Although a recession often is described as two consecutive quarters of decline in real gross domestic product (GDP), the broadest measure of economic activity, that’s just one indicator. The federal Bureau of Economic Analysis issues GDP estimates quarterly. An initial GDP estimate comes about a month after the end of a quarter; a deeper analysis, in about two months.
On Aug. 26, the bureau said real gross domestic product increased at an annual rate of 1.1 percent in the second quarter of 2016. That second-quarter estimate was a slight revision downward from its initial glimpse issued in July, which was 1.2 percent. Still, it’s higher than first-quarter growth, which was 0.8 percent.
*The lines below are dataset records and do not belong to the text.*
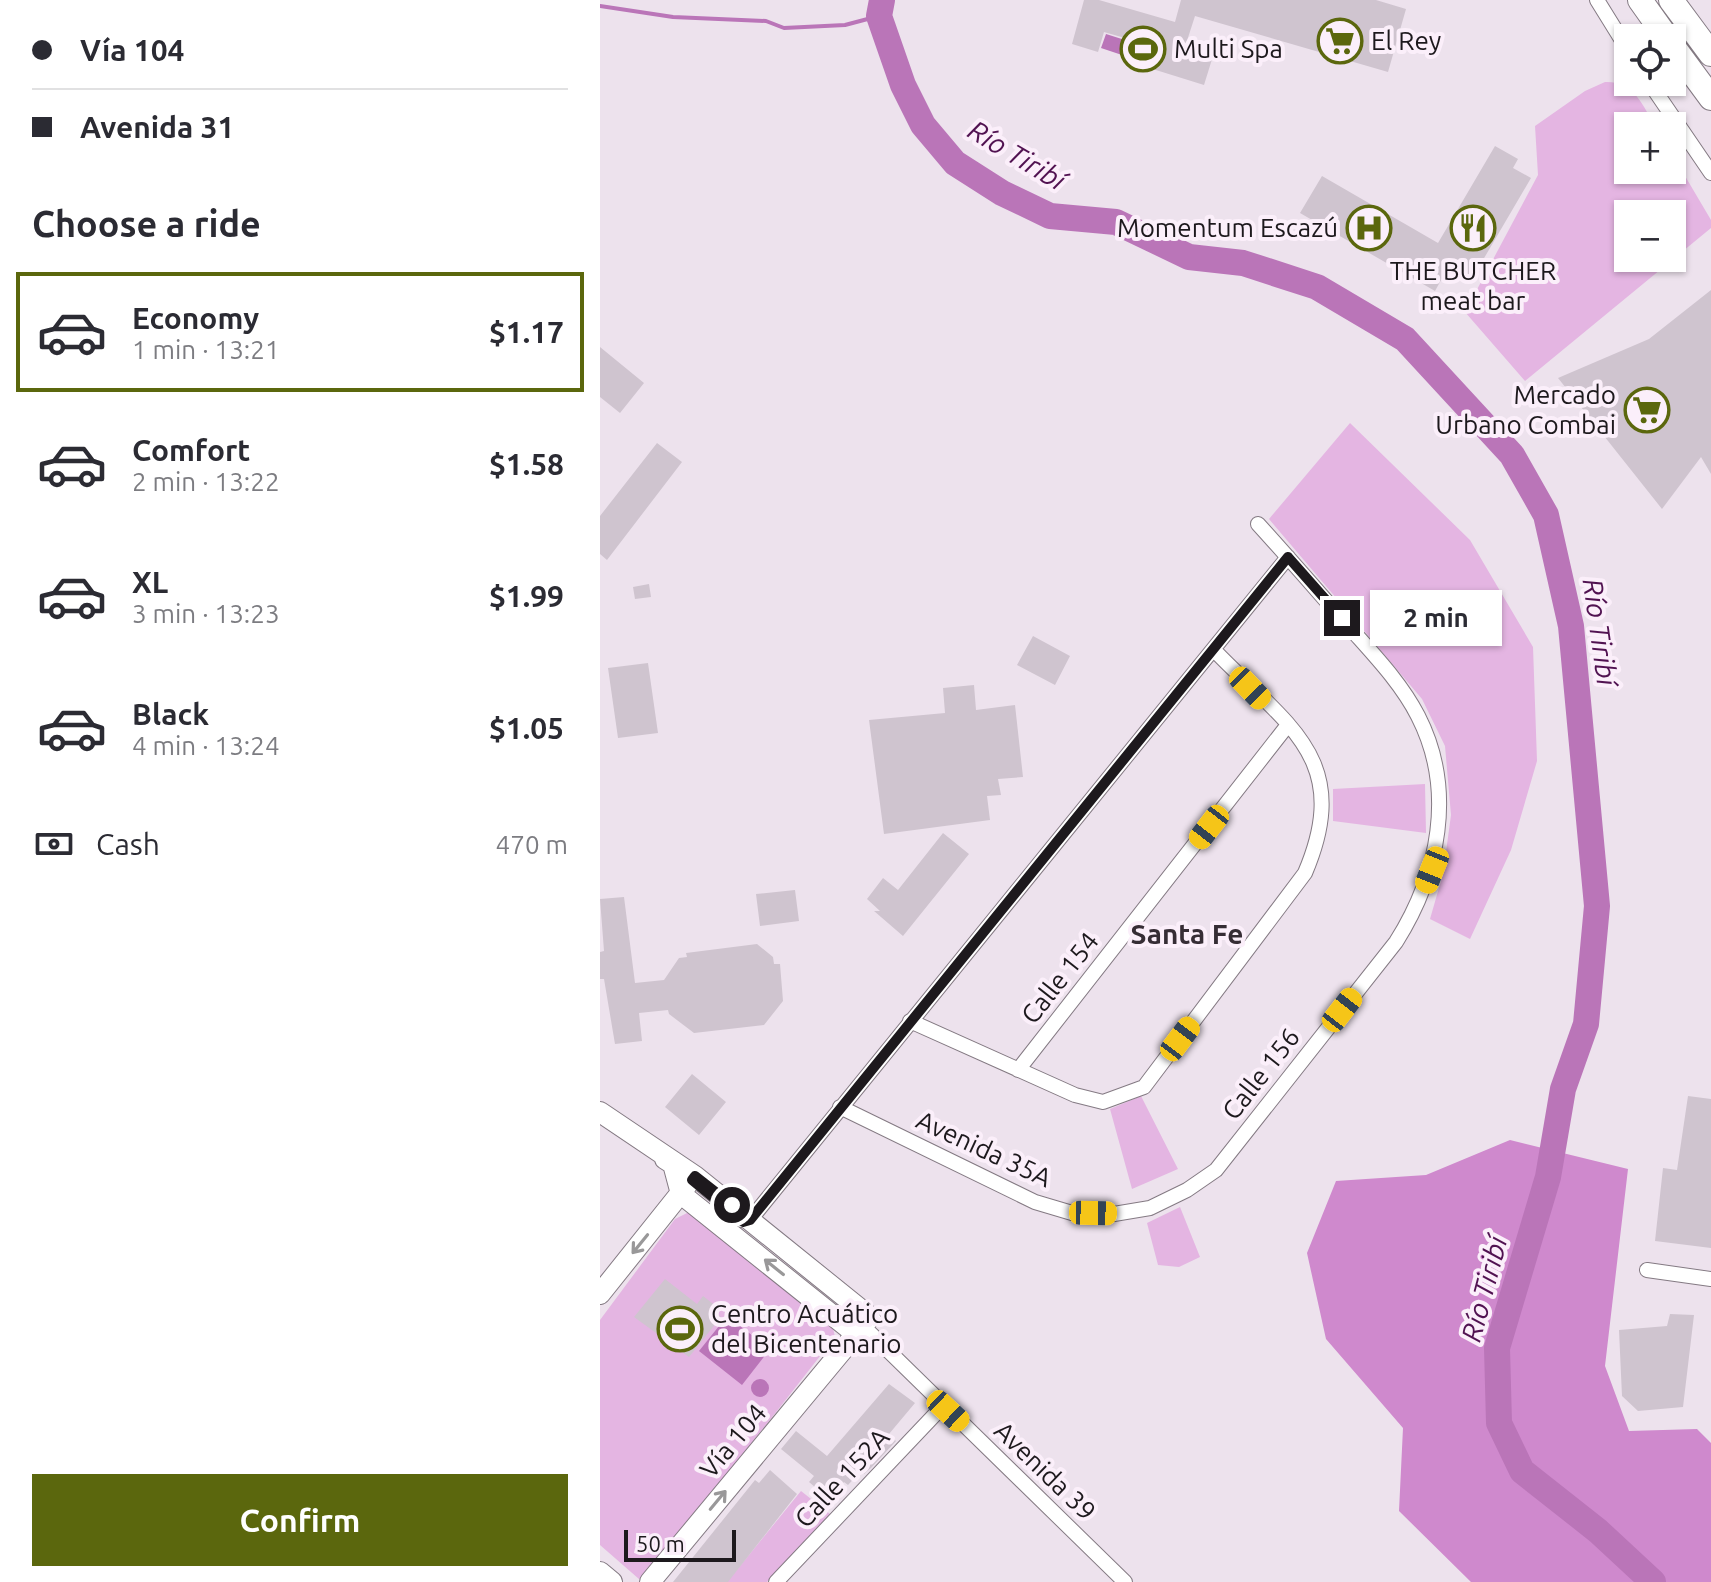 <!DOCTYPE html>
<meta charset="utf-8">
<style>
:root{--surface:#fff;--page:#f2f2f3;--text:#2b2b33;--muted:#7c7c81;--line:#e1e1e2;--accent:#5b670d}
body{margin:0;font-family:Ubuntu,sans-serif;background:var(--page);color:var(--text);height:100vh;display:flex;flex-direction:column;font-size:30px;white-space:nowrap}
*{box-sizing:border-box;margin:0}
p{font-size:26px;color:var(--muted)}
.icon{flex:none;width:44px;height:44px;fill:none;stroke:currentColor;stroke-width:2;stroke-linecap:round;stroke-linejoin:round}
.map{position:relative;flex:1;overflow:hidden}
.drawer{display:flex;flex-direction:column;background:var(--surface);width:600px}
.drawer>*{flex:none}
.banner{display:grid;align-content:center;height:176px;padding:0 32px;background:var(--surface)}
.fabs{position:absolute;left:1014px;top:24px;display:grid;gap:16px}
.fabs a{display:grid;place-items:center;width:72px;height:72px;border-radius:0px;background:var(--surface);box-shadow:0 2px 6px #0004;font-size:40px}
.scale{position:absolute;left:24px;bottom:20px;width:112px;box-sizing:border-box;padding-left:8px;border:4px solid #1d191d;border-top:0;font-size:22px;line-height:28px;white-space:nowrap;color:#1d191d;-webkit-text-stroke:6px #fbeffa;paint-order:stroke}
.end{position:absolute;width:36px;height:36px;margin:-18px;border:10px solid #1d191d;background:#fff;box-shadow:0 0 0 4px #fff}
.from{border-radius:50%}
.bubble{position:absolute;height:56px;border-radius:0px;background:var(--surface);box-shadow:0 2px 6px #0004;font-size:26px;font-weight:700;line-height:56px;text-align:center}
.car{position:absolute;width:24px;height:48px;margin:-24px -12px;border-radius:10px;box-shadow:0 0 6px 2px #0007;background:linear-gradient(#f5c518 24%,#345 0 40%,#f5c518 0 76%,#345 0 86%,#f5c518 0)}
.banner b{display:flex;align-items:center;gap:28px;height:76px;font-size:30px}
.banner b+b{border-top:2px solid var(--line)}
.banner i{width:20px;height:20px;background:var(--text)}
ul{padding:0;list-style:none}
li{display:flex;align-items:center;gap:24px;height:120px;margin:0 16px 12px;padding:0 16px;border:4px solid transparent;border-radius:0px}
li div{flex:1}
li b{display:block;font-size:30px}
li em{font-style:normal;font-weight:700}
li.active{border-color:var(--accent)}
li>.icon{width:72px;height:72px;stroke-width:1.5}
h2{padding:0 32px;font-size:36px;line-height:96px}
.pay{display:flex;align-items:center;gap:20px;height:88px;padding:0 32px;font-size:30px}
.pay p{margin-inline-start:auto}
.cta{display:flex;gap:16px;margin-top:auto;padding:16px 32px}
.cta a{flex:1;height:92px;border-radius:0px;background:var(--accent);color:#fff;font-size:32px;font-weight:700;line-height:92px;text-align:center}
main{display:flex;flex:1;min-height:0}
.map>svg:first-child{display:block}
</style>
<main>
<section class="drawer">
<div class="banner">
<b><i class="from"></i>Vía 104</b>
<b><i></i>Avenida 31</b>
</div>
<h2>Choose a ride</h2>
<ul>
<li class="active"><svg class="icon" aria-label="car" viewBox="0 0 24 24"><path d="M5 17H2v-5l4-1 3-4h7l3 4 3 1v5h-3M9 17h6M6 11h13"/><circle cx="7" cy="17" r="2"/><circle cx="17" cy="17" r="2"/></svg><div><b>Economy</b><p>1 min · 13:21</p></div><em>$1.17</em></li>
<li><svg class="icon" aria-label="car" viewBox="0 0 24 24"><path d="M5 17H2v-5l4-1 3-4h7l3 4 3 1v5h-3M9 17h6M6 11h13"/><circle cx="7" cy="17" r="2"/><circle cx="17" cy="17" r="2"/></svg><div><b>Comfort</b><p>2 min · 13:22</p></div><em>$1.58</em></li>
<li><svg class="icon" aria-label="car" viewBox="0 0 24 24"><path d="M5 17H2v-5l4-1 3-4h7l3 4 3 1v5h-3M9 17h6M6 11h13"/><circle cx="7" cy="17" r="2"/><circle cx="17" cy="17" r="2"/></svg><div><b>XL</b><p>3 min · 13:23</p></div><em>$1.99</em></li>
<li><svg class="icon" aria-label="car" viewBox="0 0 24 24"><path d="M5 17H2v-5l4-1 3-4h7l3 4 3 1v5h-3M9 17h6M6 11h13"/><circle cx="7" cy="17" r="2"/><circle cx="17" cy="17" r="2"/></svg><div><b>Black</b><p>4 min · 13:24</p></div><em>$1.05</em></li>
</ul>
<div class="pay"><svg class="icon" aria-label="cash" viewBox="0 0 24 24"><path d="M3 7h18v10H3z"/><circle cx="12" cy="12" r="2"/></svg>Cash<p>470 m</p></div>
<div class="cta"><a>Confirm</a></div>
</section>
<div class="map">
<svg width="1111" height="1582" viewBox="0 0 1111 1582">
<rect width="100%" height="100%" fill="#ede2ed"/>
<!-- green -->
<path fill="#e4b5e2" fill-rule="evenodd" d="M1005,82C1034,81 1042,104 1055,126H1028V170H1072V154L1111,220V228L925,381L865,312L938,175L935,126L985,91ZM1028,214H1072V258H1028Z
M750,423L870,540L933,647L937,761L911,850L870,939L830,919L843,874L851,815L845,746L822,699L669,519Z
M825,784L826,833L733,821V789Z
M541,1096L578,1169L532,1189L510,1109Z
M580,1207L600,1257L579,1267L558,1265L547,1223Z
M89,1212L233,1328L235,1337L48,1575L39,1579L0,1545V1320L75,1219Z
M201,1491L230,1514L167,1582H127Z"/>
<!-- forest -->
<path fill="#cf89cd" d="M910,1140L1028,1169L1005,1366L1029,1431L1097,1429L1111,1443V1582H871L799,1511L803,1428L726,1339L707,1253L736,1181L826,1175Z"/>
<!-- water -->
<path fill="#ba75b8" d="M506,34L547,47L543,62L501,48Z
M127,1316L170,1349L142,1385L99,1351Z
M151 1388a9 9 0 1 1 18 0a9 9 0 1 1-18 0Z"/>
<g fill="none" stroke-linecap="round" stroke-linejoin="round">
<!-- stream -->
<path stroke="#ba75b8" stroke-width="4" d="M0,6L73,17L166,21L184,28L245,25L279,16"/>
<!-- river -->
<path stroke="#ba75b8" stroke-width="26" d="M282,0L279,16L303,85L323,125L355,163L402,193L450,216L516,222L589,257L643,263L717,287L805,339L912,455L946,515L971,626L997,906L986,1024L963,1089L948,1177L897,1348L899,1423L922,1471L998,1531L1053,1582"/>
</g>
<!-- building -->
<path fill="#cfc4cf" d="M484,0H499L575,22L581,0H776L806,9L788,72L595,16L585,47L613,56L604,85L543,66L549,45L504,32L498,52L472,44Z
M895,146L918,159L913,168L931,178L873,277L850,264L835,291L700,213L722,176L838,243Z
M1111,290V474L1101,457L1062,509L958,378L1049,339Z
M0,347L44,383L20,413L0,397Z
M57,443L82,462L7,560L0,554V516Z
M49,584L51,597L35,599L33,587Z
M433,636L470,656L455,685L417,665Z
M48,663L58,733L18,738L8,668Z
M374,685L376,710L415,705L423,777L398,779L401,795L387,796L390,820L284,834L269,720L345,713L343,688Z
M343,833L369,854L303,936L274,911H280L267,899L283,878L298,890Z
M195,890L199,921L160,926L156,894Z
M24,897L35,983L64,980L79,958L87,957L86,953L157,944L173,957L174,964H180L183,1001L164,1025L94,1033L69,1014L68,1010L39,1013L42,1041L15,1044L4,979H0V952L4,951L0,899Z
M92,1074L126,1102L99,1135L65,1107Z
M1088,1096L1111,1099V1248L1055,1241L1063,1168L1077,1170Z
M65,1279L97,1304L103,1296L121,1310L117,1314L121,1317L89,1357L34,1317Z
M1070,1314L1094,1315L1083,1407L1038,1411L1022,1396L1019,1330L1067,1326Z
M289,1384L315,1403L289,1434L296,1441L271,1468L264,1474L261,1471L248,1485L244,1482L229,1499L209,1482L214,1476L181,1449L196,1431L227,1456Z
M170,1470L197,1494L128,1582H73L155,1480L159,1483Z"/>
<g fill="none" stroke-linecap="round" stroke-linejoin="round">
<!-- street casing -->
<g stroke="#847a83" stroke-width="16">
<path id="street" d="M997,0L1028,50
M1049,82L1111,173
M310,1021L475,1095L503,1102L544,1087L705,873C754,758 686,725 614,650
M418,1070L687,726
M240,1107L435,1202L472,1213L514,1214L550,1208L587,1190L616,1170L796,942C839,874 856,790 818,716C801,683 775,656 751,629C720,594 689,558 658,524
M141,1220H150L688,557
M1047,1270L1111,1279
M263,1326L525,1582
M176,1582L343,1406"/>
</g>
<!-- secondary casing -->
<g stroke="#847a83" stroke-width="22">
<path id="secondary" d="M0,1112L95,1176L270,1317L50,1582
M65,1159L73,1164L81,1194L256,1334
M0,1294L87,1185
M0,1572L12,1582"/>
</g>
<!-- highway casing -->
<g stroke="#847a83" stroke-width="26">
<path id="highway" d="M1040,0L1067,38
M1071,0L1111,54
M1072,45L1111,98"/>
</g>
<!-- street -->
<use href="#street" stroke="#fff" stroke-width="14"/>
<!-- secondary -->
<use href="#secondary" stroke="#fff" stroke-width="20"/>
<!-- highway -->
<use href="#highway" stroke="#fff" stroke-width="24"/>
</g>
<!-- one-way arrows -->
<defs><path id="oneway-shaft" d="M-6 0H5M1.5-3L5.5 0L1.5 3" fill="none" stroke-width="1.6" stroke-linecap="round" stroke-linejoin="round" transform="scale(2)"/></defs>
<g stroke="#999899">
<use href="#oneway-shaft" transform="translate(40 1244) rotate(129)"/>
<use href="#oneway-shaft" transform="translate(174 1267) rotate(-141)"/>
<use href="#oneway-shaft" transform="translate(118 1500) rotate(-50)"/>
</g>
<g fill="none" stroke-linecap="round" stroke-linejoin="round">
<!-- route -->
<path stroke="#1d191d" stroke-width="10" d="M132,1205L95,1176L92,1180L143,1222L150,1220L688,557L742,618"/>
</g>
<!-- icons -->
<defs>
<g id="supermarket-ring" transform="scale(2.3)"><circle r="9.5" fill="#fbeffa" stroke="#5b670d" stroke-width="1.5"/><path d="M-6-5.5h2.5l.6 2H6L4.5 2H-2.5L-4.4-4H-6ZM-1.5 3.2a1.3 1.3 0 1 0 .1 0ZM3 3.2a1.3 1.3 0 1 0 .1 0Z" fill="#5b670d"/></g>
<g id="stadium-ring" transform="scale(2.3)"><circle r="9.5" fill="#fbeffa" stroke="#5b670d" stroke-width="1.5"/><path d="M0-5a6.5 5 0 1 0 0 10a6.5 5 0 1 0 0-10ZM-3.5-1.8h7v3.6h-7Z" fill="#5b670d"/></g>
<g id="hospital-ring" transform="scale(2.3)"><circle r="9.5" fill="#fbeffa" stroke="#5b670d" stroke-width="1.5"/><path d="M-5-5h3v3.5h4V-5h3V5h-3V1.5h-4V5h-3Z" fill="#5b670d"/></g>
<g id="restaurant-ring" transform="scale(2.3)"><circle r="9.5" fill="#fbeffa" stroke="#5b670d" stroke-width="1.5"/><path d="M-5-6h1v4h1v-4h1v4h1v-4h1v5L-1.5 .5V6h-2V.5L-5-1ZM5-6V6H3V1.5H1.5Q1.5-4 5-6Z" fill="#5b670d"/></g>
</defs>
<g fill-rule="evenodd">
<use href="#supermarket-ring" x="740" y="41"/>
<use href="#stadium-ring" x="543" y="49"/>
<use href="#hospital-ring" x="769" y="228"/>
<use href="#restaurant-ring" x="873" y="228"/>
<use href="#supermarket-ring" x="1047" y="410"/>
<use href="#stadium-ring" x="80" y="1329"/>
</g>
<g text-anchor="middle" stroke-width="8" stroke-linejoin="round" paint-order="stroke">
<!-- poi labels -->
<g font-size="26" fill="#1d191d" stroke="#fbeffa" text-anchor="start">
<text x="771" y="50">El Rey</text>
<text x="574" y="58">Multi Spa</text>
<text x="738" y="237" text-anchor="end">Momentum Escazú</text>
<text x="873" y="280" text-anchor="middle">THE BUTCHER<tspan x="873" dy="30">meat bar</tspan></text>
<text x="1016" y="404" text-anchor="end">Mercado<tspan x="1016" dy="30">Urbano Combai</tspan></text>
<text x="111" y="1323">Centro Acuático<tspan x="111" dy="30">del Bicentenario</tspan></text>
</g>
<!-- street labels -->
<g font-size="26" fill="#1d191d" stroke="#fbeffa">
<text transform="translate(460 978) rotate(-52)" y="9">Calle 154</text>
<text transform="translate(661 1074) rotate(-52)" y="9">Calle 156</text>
<text transform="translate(384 1149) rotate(25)" y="9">Avenida 35A</text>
<text transform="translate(133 1441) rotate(-50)" y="9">Vía 104</text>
<text transform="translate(445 1471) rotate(44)" y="9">Avenida 39</text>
<text transform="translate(242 1478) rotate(-47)" y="9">Calle 152A</text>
</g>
<!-- water labels -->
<g font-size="28" font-style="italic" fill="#511251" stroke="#fbeffa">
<text transform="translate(417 155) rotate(31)" y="10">Río Tiribí</text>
<text transform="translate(1000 632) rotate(82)" y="10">Río Tiribí</text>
<text transform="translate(884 1289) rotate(-75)" y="10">Río Tiribí</text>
</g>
<!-- neighbourhood labels -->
<g font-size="28" font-weight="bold" fill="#362d35" stroke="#fbeffa">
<text x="587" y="944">Santa Fe</text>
</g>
</g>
</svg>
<div class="fabs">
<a><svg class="icon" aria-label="locate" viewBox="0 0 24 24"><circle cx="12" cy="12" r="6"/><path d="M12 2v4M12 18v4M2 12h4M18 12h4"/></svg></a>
<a>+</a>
<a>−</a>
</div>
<div class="scale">50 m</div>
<i class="end from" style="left:132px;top:1205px"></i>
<i class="end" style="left:742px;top:618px"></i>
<div class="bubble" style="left:770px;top:590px;width:132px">2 min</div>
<i class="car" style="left:650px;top:688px;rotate:136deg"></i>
<i class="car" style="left:609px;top:827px;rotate:218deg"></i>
<i class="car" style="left:832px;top:870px;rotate:202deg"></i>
<i class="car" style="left:742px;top:1010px;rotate:38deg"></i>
<i class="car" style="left:580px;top:1039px;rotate:37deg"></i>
<i class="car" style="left:493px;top:1213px;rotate:91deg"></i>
<i class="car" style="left:348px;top:1411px;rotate:133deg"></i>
</div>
</main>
The official recession caller is a nonprofit, the National Bureau of Economic Research, which uses this definition:
“A recession is a significant decline in economic activity spread across the economy, lasting more than a few months, normally visible in real GDP, real income, employment, industrial production, and wholesale-retail sales.”
Not until Dec. 1, 2008, did the NBER declare what we call the Great Recession actually had begun a year earlier, in December 2007. It didn’t declare until Sept. 20, 2010, that the downturn had ended … 15 months earlier. It hasn’t made any declarations since.
Before a recession becomes official, there are plenty of warning signs. Look for growing jobless rates, rising first-time unemployment claims and termination of temporary-help contracts as signs that businesses are cutting expenses — and witnessing less demand for their goods. Other signs include corporations reporting slow or negative earnings growth, a sudden spike in consumer credit spending (especially for covering things like mortgage payments) and people dipping into CDs or 401 (k)s or IRAs for cash.
More important than watching for signs, though, is simply getting started preparing for a downturn, which is inevitable. What are you doing?